The iPhone XR (stylized and marketed as iPhone Xʀ; Roman numeral "X" pronounced "ten") is a smartphone designed and manufactured by Apple Inc. It is part of the twelfth generation of the iPhone, alongside the higher-end iPhone XS/XS Max models. Pre-orders began on October 19, 2018, with an official release on October 26, 2018. The iPhone XR is the least expensive device in Apple's twelfth generation of iPhones, which also includes the iPhone XS and XS Max, and was therefore considered an "affordable flagship" or "budget flagship" phone at its release.

The XR shares key internal hardware but with features removed/downgraded to reduce the price. The XR features the same processor as the XS and XS Max, the Apple A12 Bionic chip built with a 7 nanometer process, which Apple claims to be the "smartest and most powerful chip" ever put into a smartphone. Instead of the OLED screen on the XS, the XR has a 6.1-inch Liquid Retina LED-backlit LCD IPS panel display, which Apple claims is the "most advanced LCD in the industry." According to Apple, the full charge of the XR battery lasts up to one-and-a-half hours longer than that of its direct predecessor, the iPhone 8 Plus.

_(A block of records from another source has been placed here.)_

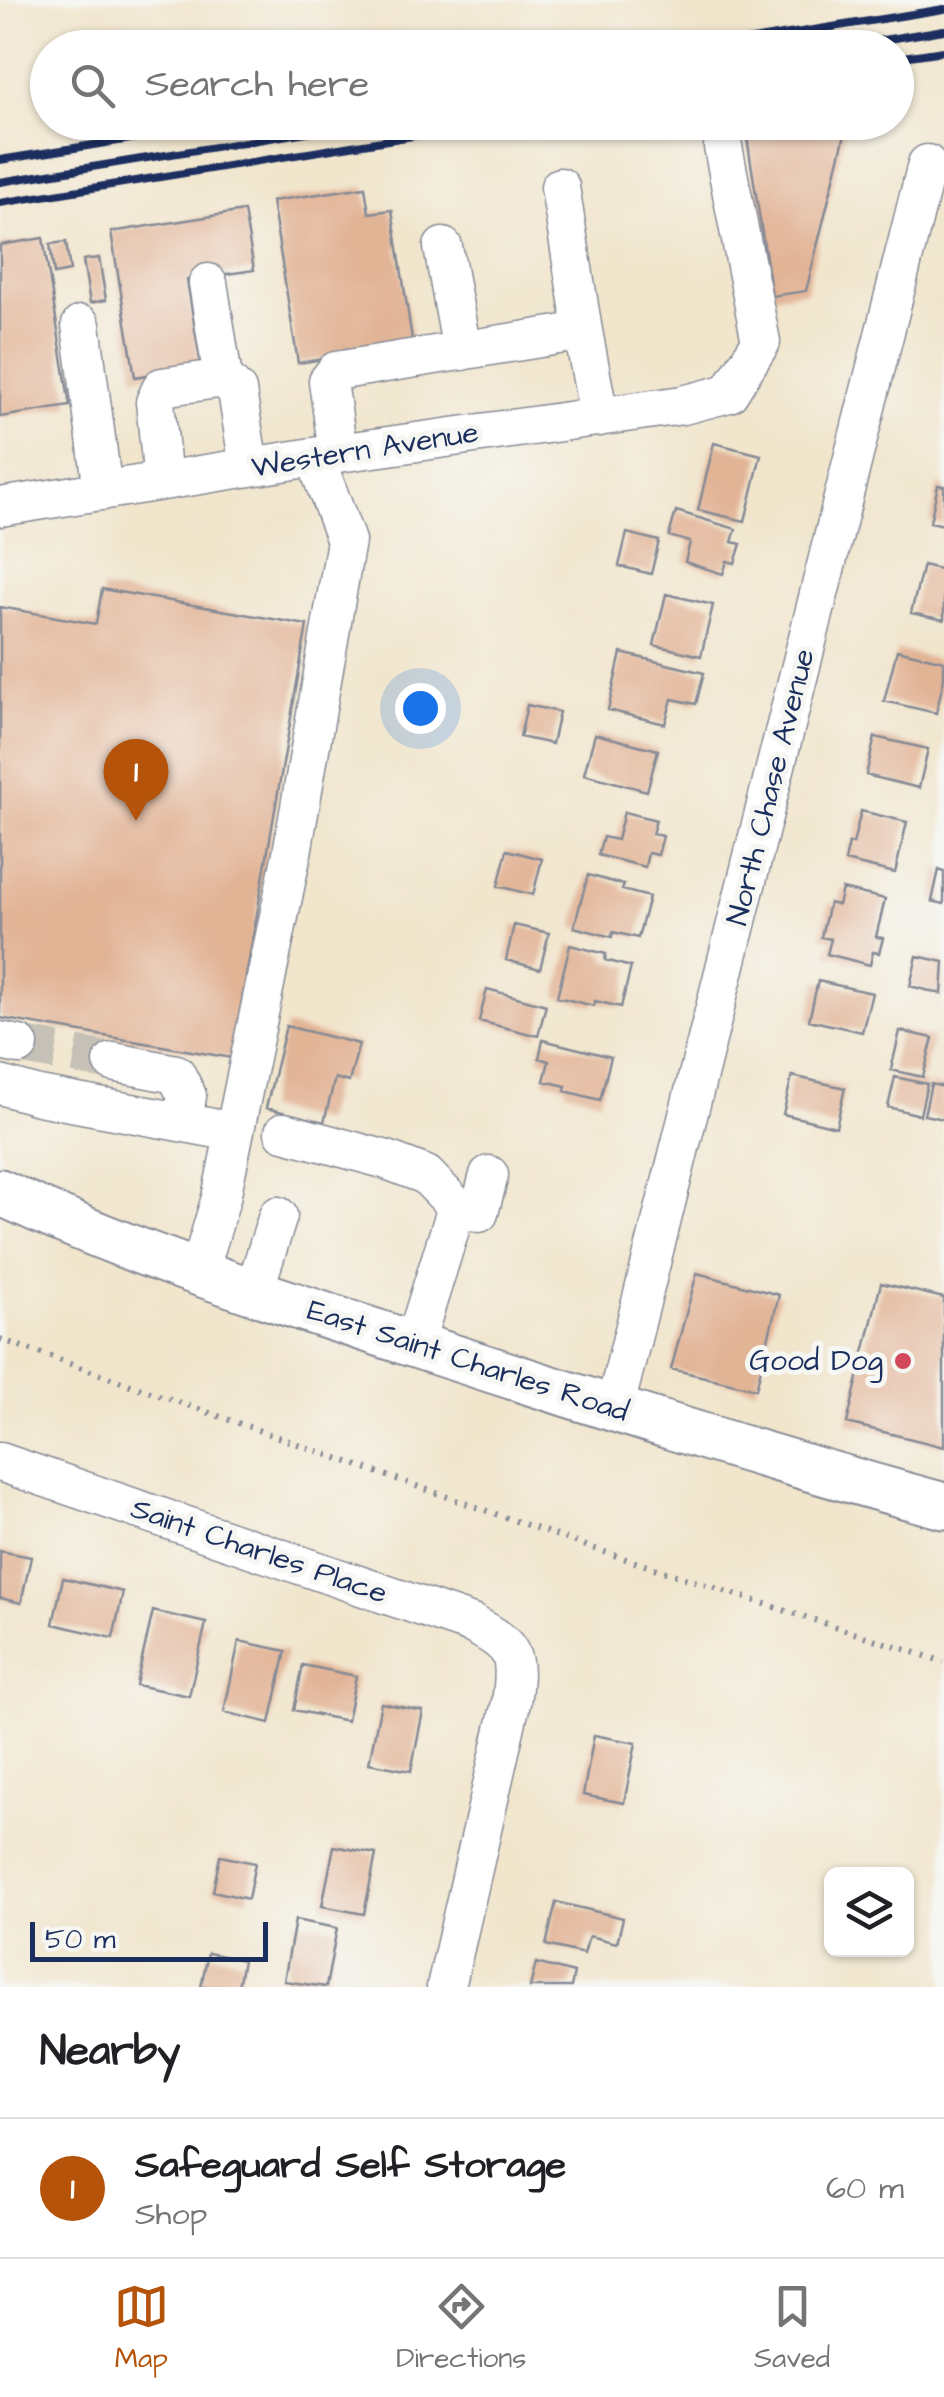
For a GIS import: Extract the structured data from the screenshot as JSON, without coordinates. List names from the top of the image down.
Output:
{
  "streets": {
    "main road": ["East Saint Charles Road"],
    "street": ["Western Avenue", "North Chase Avenue", "Saint Charles Place"]
  },
  "crossings": [
    ["North Chase Avenue", "East Saint Charles Road"]
  ],
  "places": ["Good Dog"],
  "scale_bar": "50 m",
  "page": {
    "search": "Search here",
    "pins": "1",
    "scale": "50 m",
    "heading": "Nearby",
    "list": [
      {
        "mark": "1",
        "name": "Safeguard Self Storage",
        "note": "Shop",
        "value": "60 m"
      }
    ],
    "nav": ["Map", "Directions", "Saved"]
  }
}
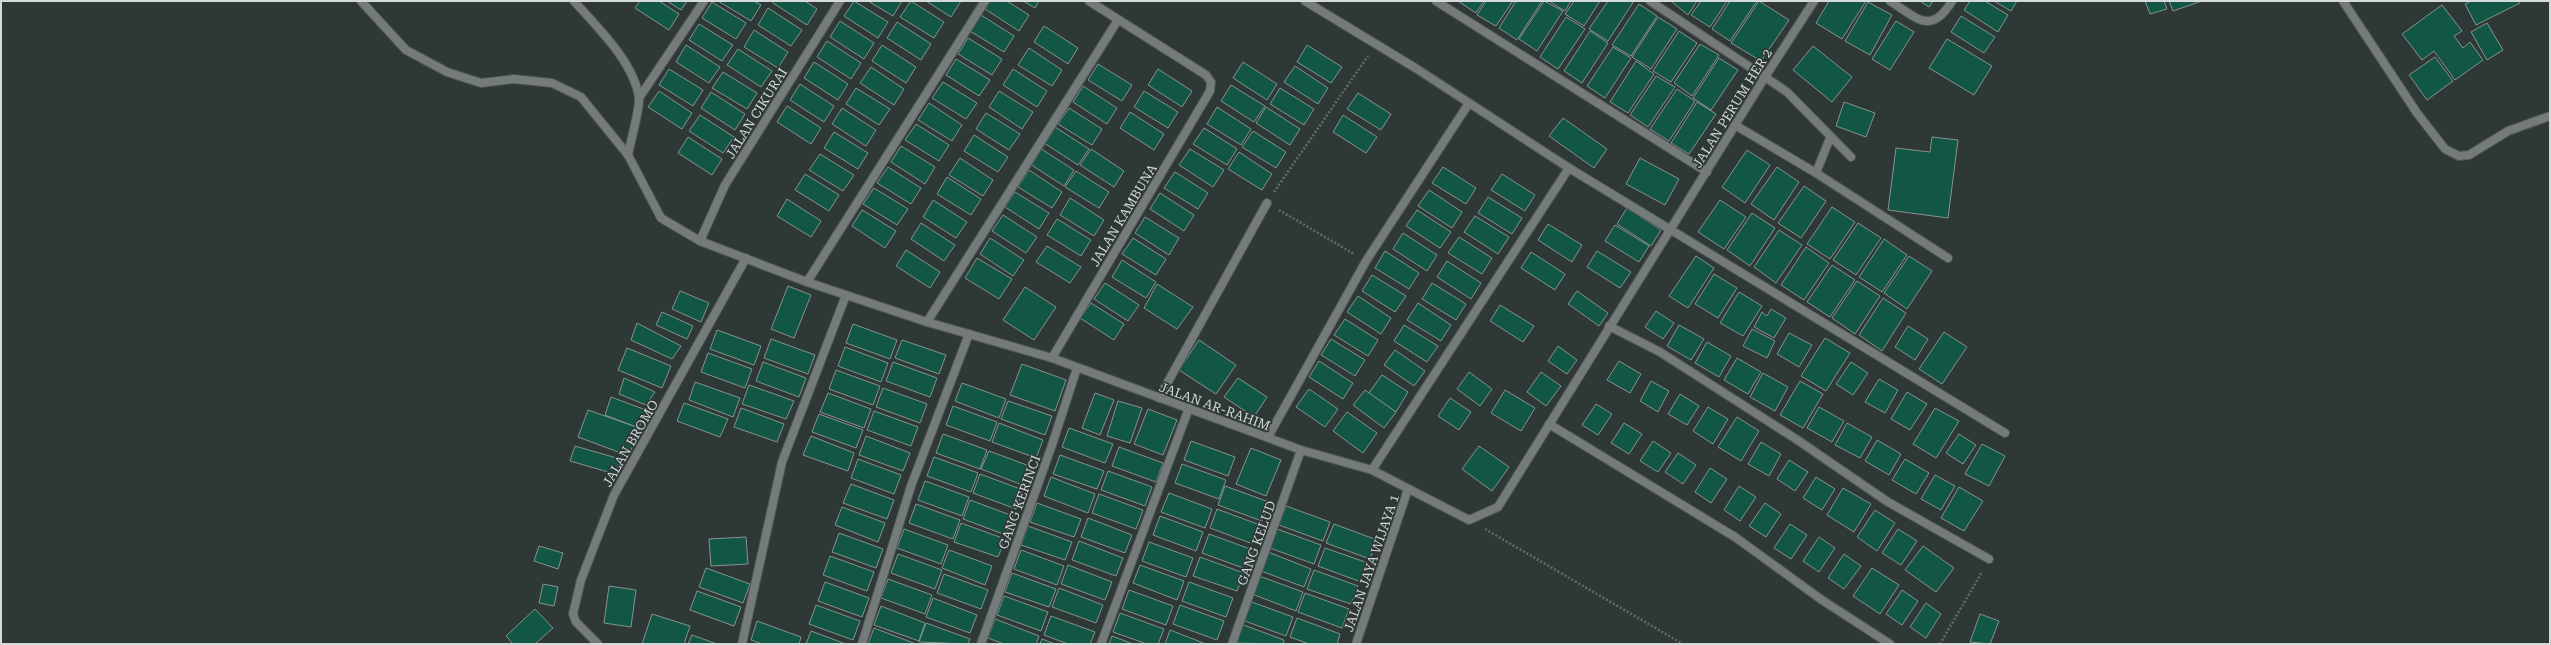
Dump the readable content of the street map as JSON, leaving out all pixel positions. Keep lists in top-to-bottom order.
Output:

The iPhone XR was available in six colors: black, white, blue, yellow, coral (a shade of pink and orange), and Product Red. It is the second iPhone to be released in white, yellow and blue, the first being the iPhone 5C in 2013. Internationally, the phone supports dual SIMs through a Nano-SIM and an eSIM. In mainland China, Hong Kong, and Macau, dual Nano-SIM (in a single tray) is offered instead. The iPhone XR was available in three storage capacities: 64 GB, 128 GB, and 256 GB. The 256 GB version was discontinued with the release of the iPhone 11 and 11 Pro; while the iPhone XS was discontinued and replaced by the iPhone 11 Pro, the iPhone XR continued on sale at a lower price point with the iPhone 11 succeeding as the "affordable flagship".

The iPhone XR was Apple's best selling 2018 model. It also became the top-selling and the most popular smartphone globally in Q3 2019. As of September 2020, the iPhone XR has sold 77.4 million units worldwide, making it the eighth best-selling smartphone of all time.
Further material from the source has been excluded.